OSCON 2008 turned me on to some new virtualization tools. Right now I build VMs by using a Capistrano script that connects to a vmware server, builds a vmdk, creates a custom vmx via an erb, and netboots the box for a debian install.
I’m looking at moving to having ubuntu-vm-builder create ubuntu boxes instead. So I built an ubuntu blade first. I don’t know how long it takes to build a vmware box, but it takes a bit for the preseeded debian install to run, maybe 15 minutes. The first box I built with ubuntu-vm-builder made me happy:
apt-get install ubuntu-vm-builder
time sudo ubuntu-vm-builder kvm hardy –mem 2048 –mirror http://ubuntu.widemile.com/ubuntu
[snip]
real 2m21.705s
user 0m33.254s
sys 0m22.941s
I then installed kvm (apt-get install kvm) but got this error when it tried to start the kvm init script:
FATAL: Error inserting kvm_intel (/lib/modules/
2.6.20- 16-generic/ kernel/ drivers/ kvm/kvm- intel.ko) : Operation not supported
LP #104297 made me check the dmesg, and I saw:
kernel: [ 899.340000] kvm: disabled by bios
I restarted, hit bios, and enabled VT. And then on startup the kvm module was already loaded.
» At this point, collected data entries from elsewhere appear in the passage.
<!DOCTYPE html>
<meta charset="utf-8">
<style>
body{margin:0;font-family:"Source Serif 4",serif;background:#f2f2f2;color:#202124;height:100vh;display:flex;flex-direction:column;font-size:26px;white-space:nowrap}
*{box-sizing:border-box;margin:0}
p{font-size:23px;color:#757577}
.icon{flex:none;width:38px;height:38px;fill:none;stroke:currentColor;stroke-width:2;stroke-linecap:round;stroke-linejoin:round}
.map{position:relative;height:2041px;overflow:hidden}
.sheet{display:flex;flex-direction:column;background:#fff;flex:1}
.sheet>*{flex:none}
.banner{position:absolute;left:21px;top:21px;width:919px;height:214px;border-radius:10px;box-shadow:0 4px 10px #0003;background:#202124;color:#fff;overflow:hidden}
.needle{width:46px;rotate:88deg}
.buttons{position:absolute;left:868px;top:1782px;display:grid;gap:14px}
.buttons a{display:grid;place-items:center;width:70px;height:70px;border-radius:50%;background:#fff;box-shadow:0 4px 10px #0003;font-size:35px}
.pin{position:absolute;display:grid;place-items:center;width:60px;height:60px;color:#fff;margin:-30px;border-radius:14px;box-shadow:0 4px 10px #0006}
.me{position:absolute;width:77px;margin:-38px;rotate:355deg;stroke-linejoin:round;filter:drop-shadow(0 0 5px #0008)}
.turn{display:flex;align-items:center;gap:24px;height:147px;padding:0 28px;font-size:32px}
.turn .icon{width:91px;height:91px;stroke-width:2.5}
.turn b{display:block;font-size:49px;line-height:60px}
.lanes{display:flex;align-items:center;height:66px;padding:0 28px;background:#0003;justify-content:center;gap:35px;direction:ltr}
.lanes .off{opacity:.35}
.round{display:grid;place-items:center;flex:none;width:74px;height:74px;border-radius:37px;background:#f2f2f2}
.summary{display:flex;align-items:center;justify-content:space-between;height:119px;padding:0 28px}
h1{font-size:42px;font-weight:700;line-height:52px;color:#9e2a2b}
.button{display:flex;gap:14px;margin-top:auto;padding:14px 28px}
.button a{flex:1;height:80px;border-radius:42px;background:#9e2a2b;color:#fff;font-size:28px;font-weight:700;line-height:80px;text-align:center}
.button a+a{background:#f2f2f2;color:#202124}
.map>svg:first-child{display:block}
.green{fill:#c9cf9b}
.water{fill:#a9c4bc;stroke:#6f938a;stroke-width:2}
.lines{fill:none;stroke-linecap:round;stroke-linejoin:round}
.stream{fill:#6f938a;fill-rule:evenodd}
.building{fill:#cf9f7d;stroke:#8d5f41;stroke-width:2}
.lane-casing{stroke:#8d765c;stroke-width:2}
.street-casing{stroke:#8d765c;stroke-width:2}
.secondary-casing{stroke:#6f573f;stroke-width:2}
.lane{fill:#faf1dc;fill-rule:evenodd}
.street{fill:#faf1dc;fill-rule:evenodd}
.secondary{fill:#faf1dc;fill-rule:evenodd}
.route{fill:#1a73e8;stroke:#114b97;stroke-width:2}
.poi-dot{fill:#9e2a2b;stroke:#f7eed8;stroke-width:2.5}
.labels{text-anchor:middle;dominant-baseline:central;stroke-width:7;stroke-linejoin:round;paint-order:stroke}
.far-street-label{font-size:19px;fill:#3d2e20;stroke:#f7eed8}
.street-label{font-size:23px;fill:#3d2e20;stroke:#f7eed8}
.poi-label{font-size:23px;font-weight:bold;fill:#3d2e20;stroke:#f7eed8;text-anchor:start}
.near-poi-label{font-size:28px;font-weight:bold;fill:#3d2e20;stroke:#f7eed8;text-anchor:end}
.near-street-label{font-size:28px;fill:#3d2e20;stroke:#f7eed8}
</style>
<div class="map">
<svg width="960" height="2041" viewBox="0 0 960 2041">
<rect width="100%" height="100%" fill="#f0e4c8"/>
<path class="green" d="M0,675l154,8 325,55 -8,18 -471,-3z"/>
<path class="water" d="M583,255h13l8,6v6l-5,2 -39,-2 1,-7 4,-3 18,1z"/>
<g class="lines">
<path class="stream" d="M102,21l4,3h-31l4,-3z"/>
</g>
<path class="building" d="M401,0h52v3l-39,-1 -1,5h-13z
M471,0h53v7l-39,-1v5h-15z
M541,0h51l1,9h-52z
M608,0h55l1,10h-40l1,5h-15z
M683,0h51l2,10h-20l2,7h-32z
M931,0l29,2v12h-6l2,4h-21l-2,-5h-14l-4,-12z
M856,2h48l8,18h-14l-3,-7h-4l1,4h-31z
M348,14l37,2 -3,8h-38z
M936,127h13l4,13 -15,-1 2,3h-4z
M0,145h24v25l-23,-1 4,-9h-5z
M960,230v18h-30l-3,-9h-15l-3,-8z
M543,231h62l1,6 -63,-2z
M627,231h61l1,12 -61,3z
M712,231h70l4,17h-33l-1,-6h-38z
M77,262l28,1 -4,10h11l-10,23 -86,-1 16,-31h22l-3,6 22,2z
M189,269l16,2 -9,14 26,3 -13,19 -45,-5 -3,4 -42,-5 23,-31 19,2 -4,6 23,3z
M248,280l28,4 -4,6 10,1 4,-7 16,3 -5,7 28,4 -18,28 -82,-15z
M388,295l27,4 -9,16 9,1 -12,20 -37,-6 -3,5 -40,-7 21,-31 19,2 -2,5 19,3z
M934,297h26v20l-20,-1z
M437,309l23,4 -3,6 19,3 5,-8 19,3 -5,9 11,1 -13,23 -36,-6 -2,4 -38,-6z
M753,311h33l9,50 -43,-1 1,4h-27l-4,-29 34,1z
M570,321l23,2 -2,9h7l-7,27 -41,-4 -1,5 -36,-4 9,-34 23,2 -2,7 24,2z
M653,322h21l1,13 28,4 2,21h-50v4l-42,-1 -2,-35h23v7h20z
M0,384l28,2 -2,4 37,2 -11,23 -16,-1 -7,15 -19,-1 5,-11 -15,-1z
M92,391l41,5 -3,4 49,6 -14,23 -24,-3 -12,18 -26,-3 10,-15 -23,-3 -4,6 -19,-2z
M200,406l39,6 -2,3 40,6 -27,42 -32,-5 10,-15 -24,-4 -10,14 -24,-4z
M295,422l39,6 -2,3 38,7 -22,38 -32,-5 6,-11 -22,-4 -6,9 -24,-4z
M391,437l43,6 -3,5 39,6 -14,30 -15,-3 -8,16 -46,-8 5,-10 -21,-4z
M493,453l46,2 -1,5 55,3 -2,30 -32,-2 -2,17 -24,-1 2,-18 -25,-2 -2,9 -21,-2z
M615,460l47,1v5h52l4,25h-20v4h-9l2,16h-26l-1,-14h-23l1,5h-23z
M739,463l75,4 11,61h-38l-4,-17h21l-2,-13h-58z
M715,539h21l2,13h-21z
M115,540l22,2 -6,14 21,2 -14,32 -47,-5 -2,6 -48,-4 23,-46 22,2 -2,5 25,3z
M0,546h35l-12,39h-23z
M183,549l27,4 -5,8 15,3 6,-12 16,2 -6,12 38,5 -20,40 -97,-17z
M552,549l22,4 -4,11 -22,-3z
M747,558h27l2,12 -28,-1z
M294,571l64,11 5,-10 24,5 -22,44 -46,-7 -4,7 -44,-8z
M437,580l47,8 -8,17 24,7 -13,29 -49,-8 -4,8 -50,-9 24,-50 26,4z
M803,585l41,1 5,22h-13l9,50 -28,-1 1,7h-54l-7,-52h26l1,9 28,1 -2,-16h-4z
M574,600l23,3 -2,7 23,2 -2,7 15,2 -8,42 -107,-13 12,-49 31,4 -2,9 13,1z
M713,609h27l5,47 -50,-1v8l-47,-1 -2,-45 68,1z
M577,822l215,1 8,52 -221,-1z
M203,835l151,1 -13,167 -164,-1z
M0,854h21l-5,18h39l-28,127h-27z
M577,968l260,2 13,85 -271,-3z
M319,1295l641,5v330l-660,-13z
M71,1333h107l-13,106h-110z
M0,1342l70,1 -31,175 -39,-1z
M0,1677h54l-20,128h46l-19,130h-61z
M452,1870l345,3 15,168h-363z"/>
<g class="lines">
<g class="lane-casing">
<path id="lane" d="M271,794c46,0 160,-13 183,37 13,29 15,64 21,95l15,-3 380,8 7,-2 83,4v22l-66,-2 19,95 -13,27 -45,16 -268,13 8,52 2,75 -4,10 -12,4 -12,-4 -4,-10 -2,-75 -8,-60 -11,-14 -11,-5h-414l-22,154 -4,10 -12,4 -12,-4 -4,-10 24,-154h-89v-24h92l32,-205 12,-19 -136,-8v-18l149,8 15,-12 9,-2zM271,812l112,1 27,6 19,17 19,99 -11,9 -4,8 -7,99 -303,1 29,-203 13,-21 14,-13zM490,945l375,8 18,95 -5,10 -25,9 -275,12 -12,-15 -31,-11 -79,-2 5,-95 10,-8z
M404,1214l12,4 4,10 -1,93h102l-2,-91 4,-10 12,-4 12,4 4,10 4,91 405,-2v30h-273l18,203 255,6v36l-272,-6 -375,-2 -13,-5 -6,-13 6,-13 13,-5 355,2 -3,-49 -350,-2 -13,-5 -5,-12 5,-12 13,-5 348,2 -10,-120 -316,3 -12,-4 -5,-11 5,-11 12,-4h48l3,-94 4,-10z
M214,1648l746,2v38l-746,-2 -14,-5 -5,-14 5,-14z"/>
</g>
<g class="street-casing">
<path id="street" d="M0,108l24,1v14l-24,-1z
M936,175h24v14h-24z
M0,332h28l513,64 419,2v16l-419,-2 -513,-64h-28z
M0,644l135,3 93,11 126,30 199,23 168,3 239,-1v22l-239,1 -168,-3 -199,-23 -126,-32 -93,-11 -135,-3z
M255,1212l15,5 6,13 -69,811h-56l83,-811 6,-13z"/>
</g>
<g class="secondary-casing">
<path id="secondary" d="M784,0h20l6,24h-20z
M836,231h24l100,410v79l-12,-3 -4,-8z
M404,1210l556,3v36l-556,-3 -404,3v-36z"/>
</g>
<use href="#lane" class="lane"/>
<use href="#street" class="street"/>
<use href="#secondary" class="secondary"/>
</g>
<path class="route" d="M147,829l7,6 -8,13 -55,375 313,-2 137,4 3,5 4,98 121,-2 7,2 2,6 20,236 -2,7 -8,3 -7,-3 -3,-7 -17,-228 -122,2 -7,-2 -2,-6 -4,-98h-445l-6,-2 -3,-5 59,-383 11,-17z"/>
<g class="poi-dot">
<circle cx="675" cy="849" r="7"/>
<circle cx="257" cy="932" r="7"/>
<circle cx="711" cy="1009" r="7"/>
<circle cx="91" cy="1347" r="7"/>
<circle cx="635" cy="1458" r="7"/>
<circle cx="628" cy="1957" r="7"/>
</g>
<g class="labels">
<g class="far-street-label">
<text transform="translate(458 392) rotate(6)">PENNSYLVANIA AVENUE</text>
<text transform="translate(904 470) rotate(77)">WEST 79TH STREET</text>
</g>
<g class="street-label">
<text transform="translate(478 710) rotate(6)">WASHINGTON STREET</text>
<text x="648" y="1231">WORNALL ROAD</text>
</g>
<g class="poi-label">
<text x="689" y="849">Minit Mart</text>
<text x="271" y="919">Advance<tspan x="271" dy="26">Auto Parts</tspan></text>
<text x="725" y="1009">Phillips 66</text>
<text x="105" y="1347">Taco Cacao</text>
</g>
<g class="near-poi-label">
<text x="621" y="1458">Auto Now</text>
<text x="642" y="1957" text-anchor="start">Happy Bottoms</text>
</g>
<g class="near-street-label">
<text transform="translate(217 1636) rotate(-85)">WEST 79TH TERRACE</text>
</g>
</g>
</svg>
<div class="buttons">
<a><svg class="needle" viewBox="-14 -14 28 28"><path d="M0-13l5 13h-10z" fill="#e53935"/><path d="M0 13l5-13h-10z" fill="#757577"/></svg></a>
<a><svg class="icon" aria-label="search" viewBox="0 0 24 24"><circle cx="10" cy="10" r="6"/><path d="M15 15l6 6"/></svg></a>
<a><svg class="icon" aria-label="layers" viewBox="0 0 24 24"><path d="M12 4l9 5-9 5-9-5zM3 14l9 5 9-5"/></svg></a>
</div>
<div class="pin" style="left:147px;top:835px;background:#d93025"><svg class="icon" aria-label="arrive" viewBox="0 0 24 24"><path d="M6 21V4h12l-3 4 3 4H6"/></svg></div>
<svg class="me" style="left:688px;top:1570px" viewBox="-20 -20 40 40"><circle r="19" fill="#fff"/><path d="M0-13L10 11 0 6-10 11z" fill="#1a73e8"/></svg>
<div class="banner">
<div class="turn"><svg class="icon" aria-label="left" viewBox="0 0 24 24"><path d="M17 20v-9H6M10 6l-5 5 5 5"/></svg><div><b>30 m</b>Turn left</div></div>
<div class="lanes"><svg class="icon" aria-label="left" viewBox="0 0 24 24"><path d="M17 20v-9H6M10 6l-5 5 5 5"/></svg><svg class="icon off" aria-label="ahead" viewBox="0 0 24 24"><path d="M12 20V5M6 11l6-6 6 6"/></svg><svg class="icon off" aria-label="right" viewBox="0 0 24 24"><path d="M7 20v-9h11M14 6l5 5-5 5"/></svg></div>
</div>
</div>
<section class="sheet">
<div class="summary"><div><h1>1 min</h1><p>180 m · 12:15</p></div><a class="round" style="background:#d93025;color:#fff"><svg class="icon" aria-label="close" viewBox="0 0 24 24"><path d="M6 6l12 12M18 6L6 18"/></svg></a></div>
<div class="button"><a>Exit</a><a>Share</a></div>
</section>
It took me a bit to figure out qemu though. It’s important to read both the kvm and qemu man pages. When I first started it I saw errors about the framebuffer, and realized that since I was ssh’d into a remote machine, there wasn’t one. I found the “-nographic” option, but I later confirmed that the ubuntu install doesn’t configure a serial console by default (too bad). I spent a lot of time messing around with -vnc (an example in the man page would have been awesome). Starting up qemu and switching to the console I checked out ‘info vnc’ and it kept teling me that it wasn’t loaded. I tried ‘-vnc :0,password’ but when I ran ‘change vnc password’ in the console it would also segmentation fault.
Finally I figured out to run kvm/qemu WITH ‘-vnc’ and WITHOUT ‘-nographic’. Also, the standard network format for is ‘-vnc :n’ where an is an integer. The port you connect to becomes 5900+n. So if you start qemu/vnc with ‘-vnc :1’ you would connect to port 5901.
This isn’t any sort of advance performance benchmark, but running ‘time bzip2 -d linux-source.2.6.24.tar.gz2’ on the ubuntu kvm install took 15.967s (real) and on a debian vmware-server install it took 27.870s.